“Currently, the bulk of our work has been focused on the BCG arm of the trial, in which our goal is to eliminate the autoreactive “memory” T cells that destroy the pancreatic islets that produce insulin. In our mouse studies, we eliminated the autoreactive memory T cells using one treatment (this is what we are trying to replicate in our current BCG human clinical trials) and used a second intervention to “re-educate” a different population of T cells (“naïve” T cells) so that they would not become autoreactive and attack the insulin-producing islets.

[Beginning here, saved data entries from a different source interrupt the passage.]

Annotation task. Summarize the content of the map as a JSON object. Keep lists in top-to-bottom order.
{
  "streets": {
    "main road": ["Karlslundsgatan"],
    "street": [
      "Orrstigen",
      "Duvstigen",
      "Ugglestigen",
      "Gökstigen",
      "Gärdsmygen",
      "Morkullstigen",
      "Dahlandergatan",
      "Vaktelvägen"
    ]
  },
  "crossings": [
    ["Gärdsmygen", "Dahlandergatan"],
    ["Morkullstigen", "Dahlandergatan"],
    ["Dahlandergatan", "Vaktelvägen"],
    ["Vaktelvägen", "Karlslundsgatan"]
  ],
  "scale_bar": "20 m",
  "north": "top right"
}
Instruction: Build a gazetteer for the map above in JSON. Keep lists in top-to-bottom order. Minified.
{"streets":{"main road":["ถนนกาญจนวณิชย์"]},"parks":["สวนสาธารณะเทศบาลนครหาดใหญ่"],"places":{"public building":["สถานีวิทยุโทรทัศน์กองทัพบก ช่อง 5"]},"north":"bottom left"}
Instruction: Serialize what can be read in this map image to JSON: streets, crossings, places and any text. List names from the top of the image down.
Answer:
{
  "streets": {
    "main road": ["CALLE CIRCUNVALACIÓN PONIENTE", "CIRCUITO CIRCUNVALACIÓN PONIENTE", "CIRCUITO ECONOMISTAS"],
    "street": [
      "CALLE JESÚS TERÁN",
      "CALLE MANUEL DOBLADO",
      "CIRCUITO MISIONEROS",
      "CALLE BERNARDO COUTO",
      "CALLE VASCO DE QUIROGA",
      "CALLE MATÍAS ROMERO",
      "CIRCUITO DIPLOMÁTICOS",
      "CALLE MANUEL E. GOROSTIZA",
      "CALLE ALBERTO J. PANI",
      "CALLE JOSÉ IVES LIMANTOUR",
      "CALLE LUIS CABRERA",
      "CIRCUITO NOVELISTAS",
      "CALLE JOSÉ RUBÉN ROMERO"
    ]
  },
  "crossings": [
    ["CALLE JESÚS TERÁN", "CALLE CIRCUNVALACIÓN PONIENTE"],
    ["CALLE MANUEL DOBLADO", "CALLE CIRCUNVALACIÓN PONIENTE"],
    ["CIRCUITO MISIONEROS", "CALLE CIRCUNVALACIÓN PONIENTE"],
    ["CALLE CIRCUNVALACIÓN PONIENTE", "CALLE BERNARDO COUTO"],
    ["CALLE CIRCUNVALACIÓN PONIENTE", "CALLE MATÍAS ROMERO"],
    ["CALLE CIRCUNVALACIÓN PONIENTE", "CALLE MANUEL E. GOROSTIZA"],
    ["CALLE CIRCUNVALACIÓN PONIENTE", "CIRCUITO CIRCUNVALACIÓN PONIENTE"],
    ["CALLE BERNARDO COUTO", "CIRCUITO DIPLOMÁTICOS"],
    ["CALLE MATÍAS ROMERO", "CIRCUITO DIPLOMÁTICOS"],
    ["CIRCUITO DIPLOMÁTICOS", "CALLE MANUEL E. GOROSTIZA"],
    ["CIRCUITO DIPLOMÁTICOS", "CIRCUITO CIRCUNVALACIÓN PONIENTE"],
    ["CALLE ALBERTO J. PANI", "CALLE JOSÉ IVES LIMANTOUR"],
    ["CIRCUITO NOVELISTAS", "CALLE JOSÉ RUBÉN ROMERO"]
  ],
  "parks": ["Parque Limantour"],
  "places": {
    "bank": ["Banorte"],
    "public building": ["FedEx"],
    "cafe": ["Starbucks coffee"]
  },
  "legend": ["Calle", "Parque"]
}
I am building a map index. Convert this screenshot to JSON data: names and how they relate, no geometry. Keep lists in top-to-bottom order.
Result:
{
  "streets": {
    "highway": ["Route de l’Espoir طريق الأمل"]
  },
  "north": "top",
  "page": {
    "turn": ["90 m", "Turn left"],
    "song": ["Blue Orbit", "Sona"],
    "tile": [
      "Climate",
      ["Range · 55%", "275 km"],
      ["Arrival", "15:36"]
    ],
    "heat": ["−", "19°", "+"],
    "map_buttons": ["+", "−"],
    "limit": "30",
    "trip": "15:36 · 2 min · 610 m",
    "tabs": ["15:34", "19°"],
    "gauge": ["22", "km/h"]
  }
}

We were able to quickly translate the first arm of treatment from mice to humans because a human-grade equivalent of the drug we used in mice to eliminate the autoreactive cells was known (BCG), available, inexpensive, and generally accepted as safe with an 80+-year history of clinical use. Because of these factors, BCG has the potential to more rapidly become available in the clinic if it is successful and has therefore been the focus of our efforts. We believe that even just this one limb of therapy will have clinical benefits in diabetic patients.
The second arm of our study will require more preclinical work before it can be translated efficiently and affordably to human testing. This research will be more costly than the BCG research, and may even require that we develop a new drug. In our mouse experiments, we re-educated the naive T cells by transplanting cells from a non-diabetic mouse donor into the diabetic mice. The transplanted cells correctly expressed a molecule called “MHC Class I and self-peptide,” which means that they would not mistakenly attack the insulin-producing islets.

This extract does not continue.